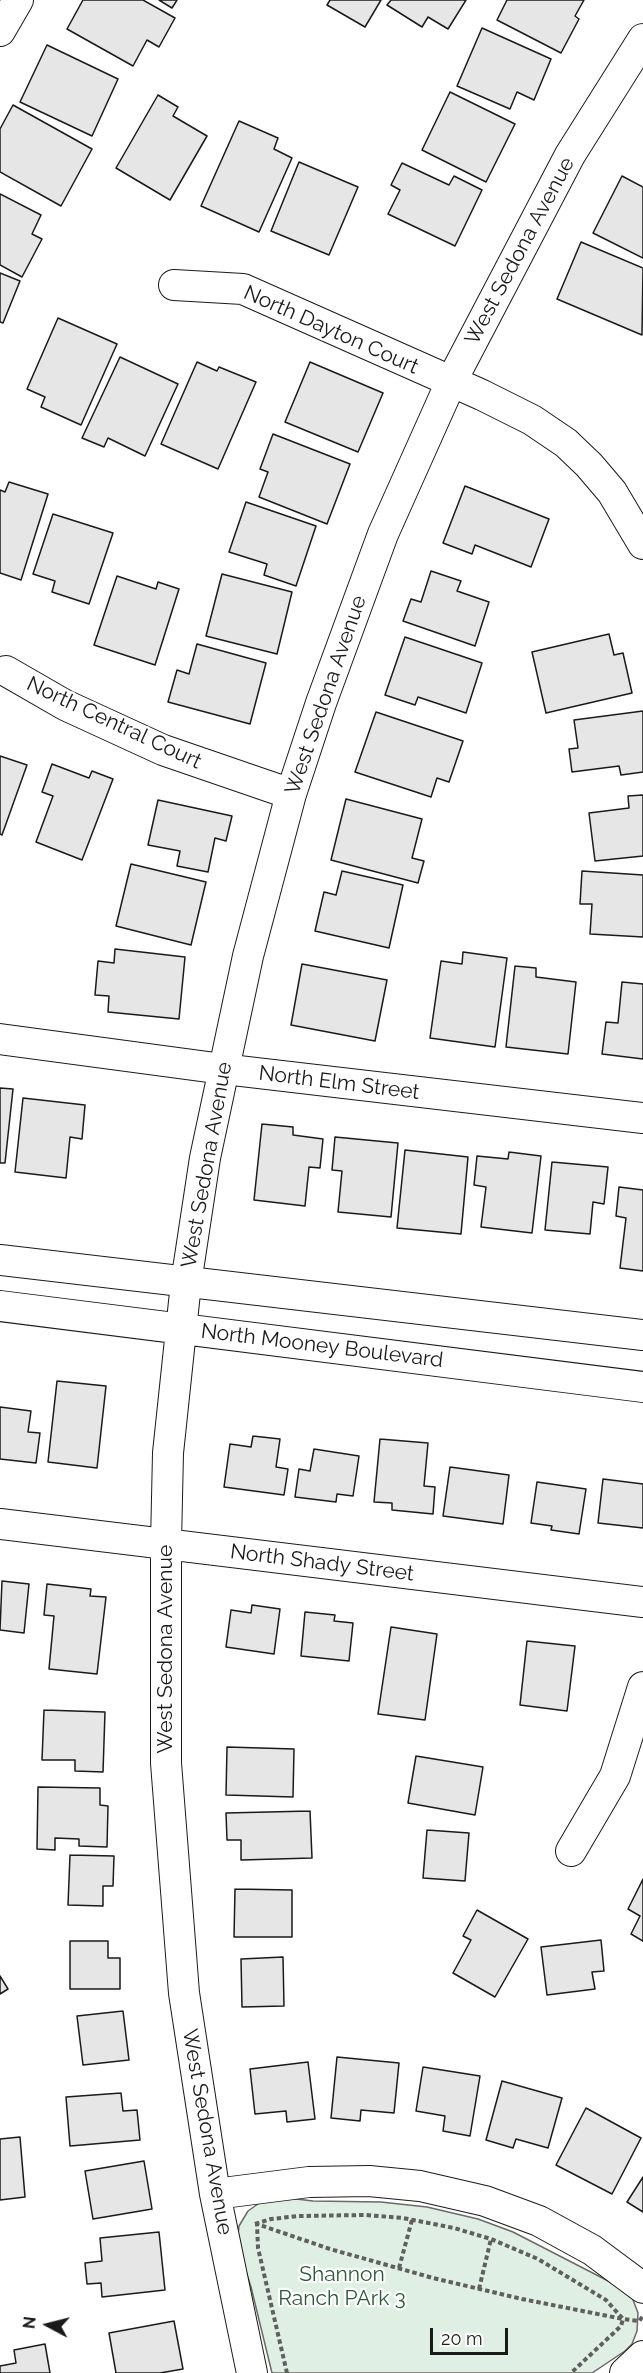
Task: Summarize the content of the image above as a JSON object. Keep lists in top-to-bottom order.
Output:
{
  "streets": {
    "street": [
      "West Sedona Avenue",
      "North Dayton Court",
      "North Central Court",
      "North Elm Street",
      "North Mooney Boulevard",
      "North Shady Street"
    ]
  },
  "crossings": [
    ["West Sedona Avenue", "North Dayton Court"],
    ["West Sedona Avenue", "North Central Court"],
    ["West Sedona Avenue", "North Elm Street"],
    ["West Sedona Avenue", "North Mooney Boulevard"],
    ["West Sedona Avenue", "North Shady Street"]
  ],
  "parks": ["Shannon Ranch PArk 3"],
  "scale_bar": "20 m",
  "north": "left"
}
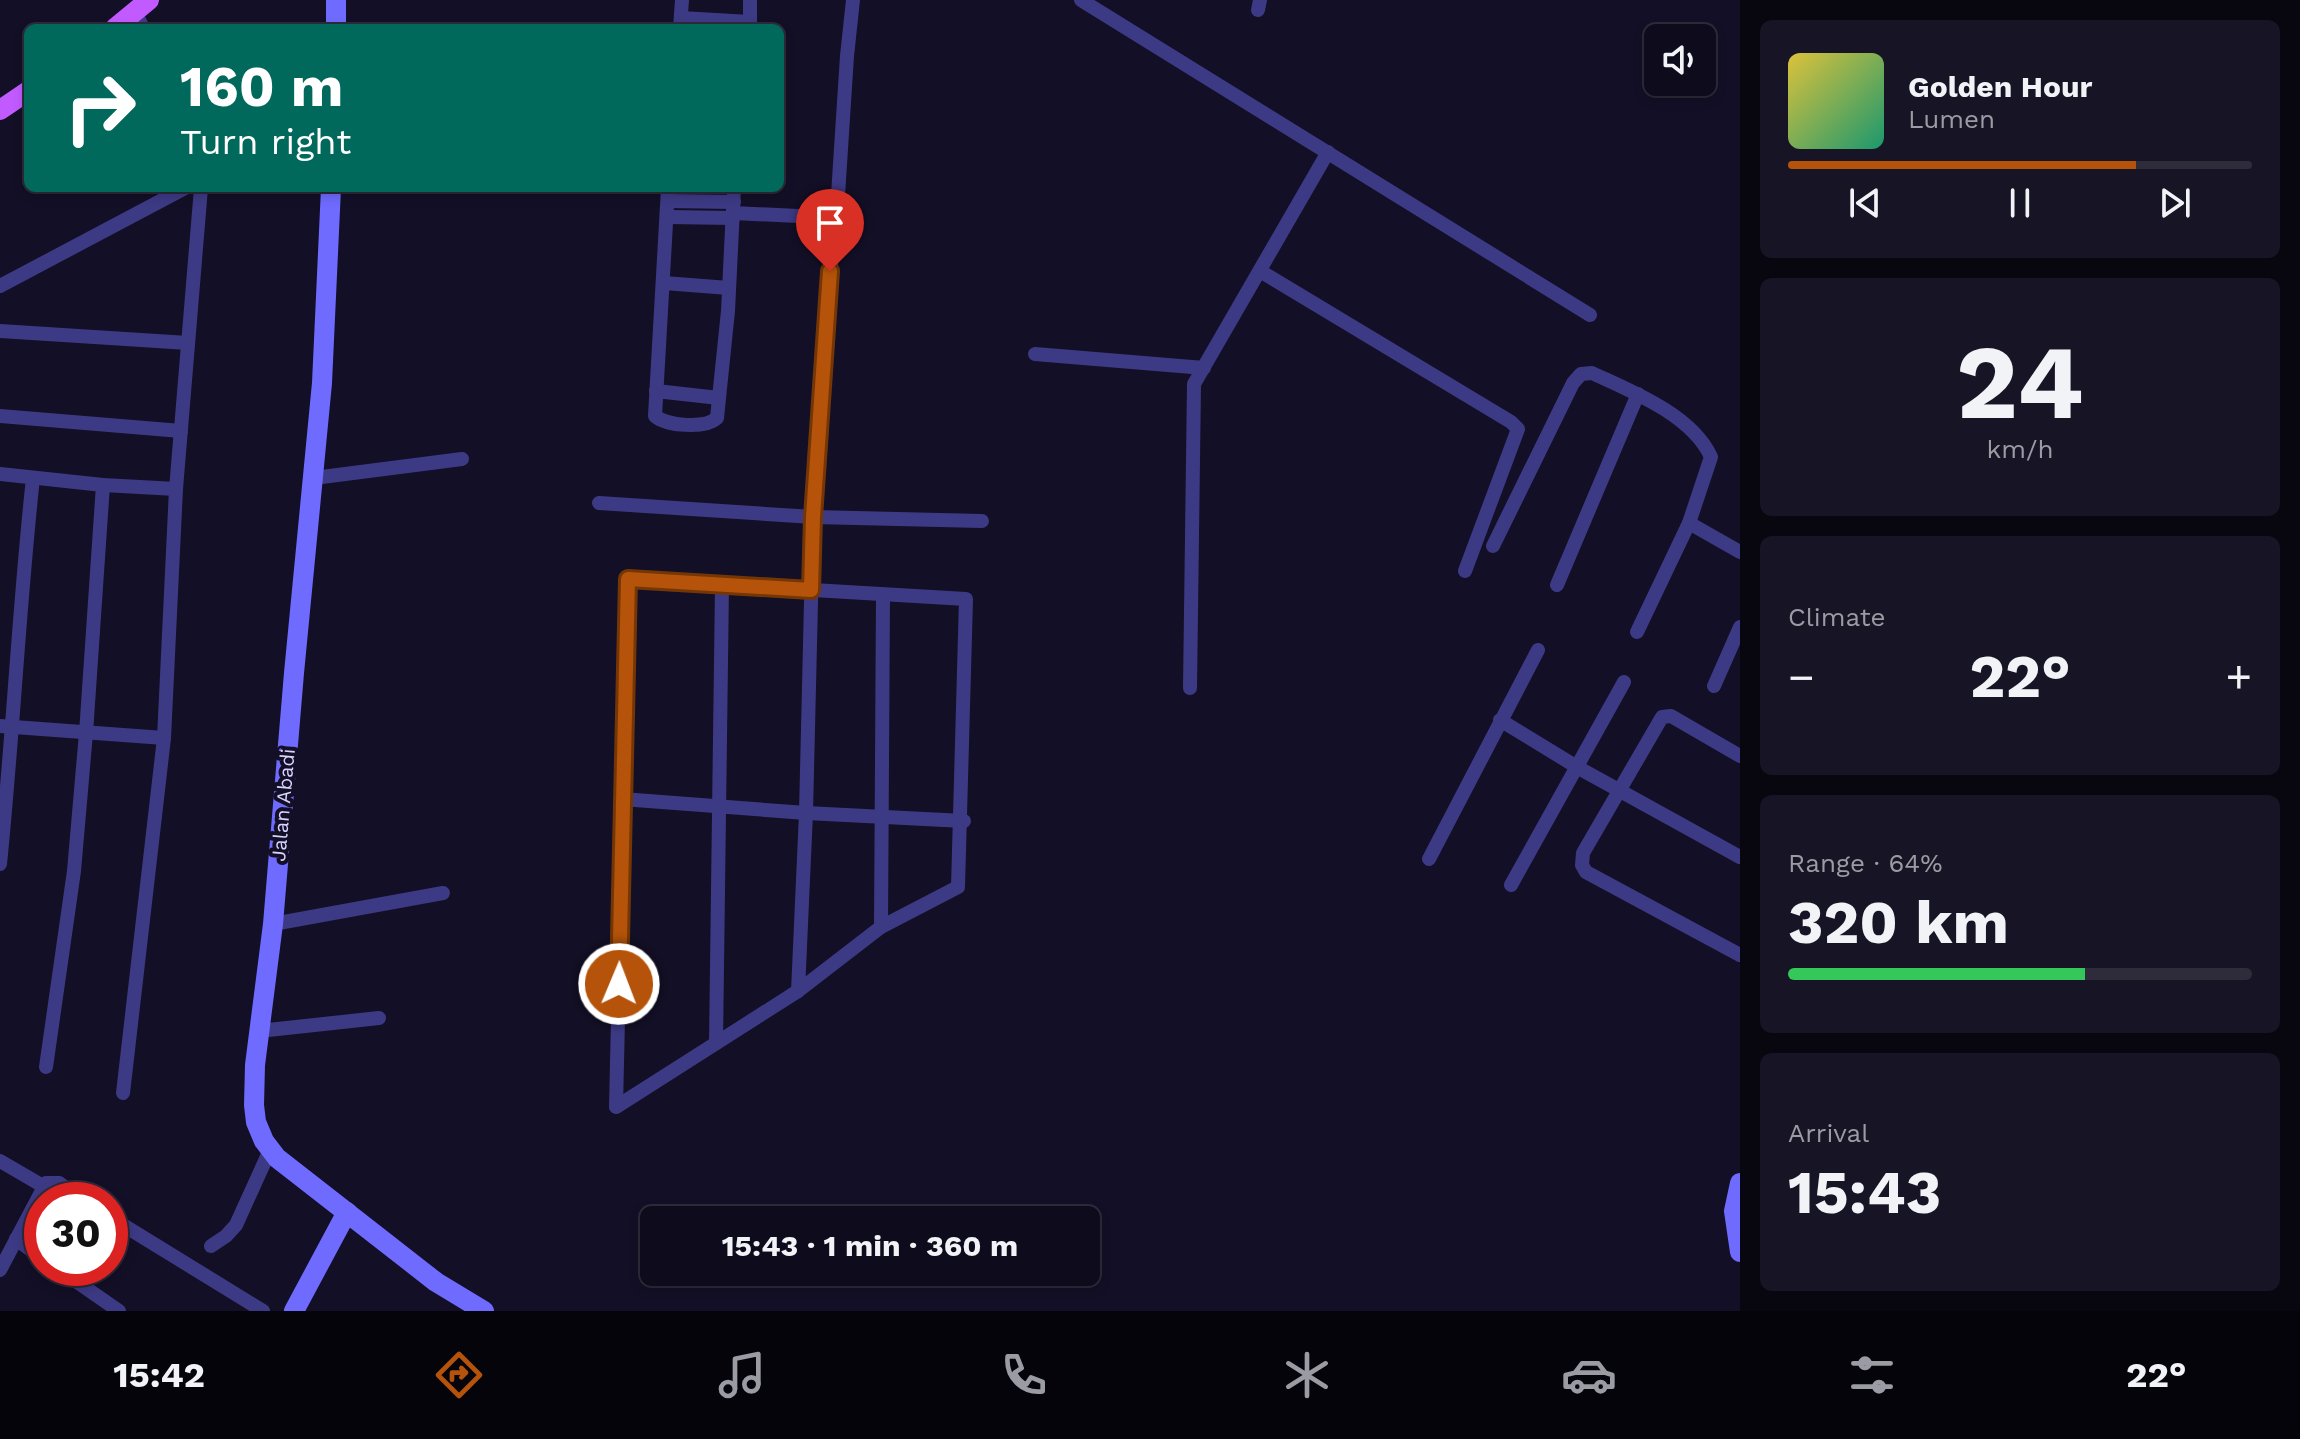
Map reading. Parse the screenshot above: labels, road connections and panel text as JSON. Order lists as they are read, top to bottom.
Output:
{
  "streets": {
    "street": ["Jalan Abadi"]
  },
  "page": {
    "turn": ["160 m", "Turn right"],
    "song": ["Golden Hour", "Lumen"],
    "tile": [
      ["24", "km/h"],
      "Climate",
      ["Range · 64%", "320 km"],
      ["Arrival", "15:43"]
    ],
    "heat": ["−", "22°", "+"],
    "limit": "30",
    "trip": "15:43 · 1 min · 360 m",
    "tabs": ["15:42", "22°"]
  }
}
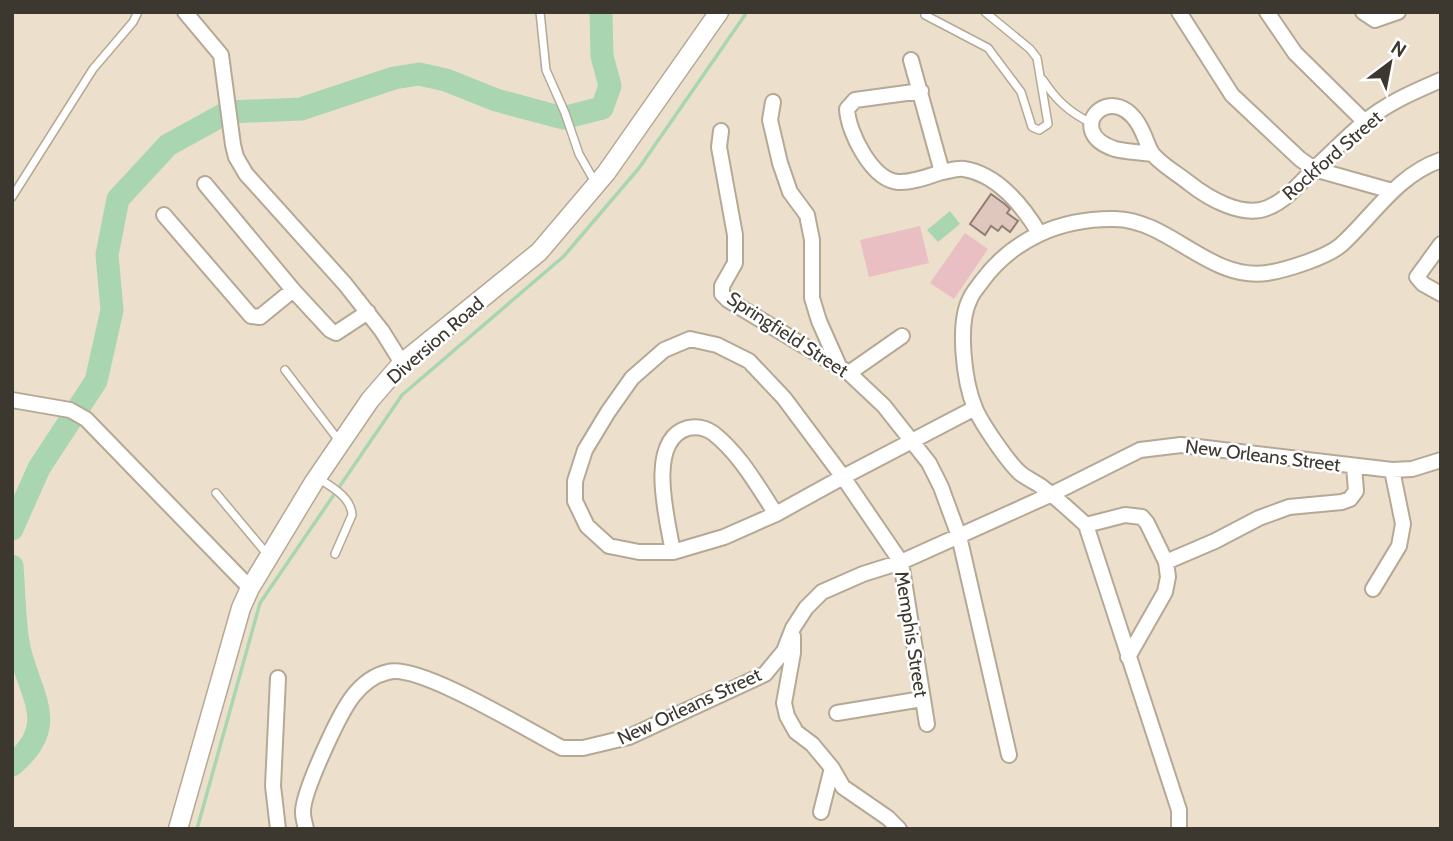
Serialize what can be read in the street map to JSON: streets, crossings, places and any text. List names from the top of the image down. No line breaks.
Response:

□ □ □ □ □ □ □

What is the number of lines in the listing that include the word "image"? Give the number and no other text.

[OUTPUT FOR THIS EXERCISE]: 2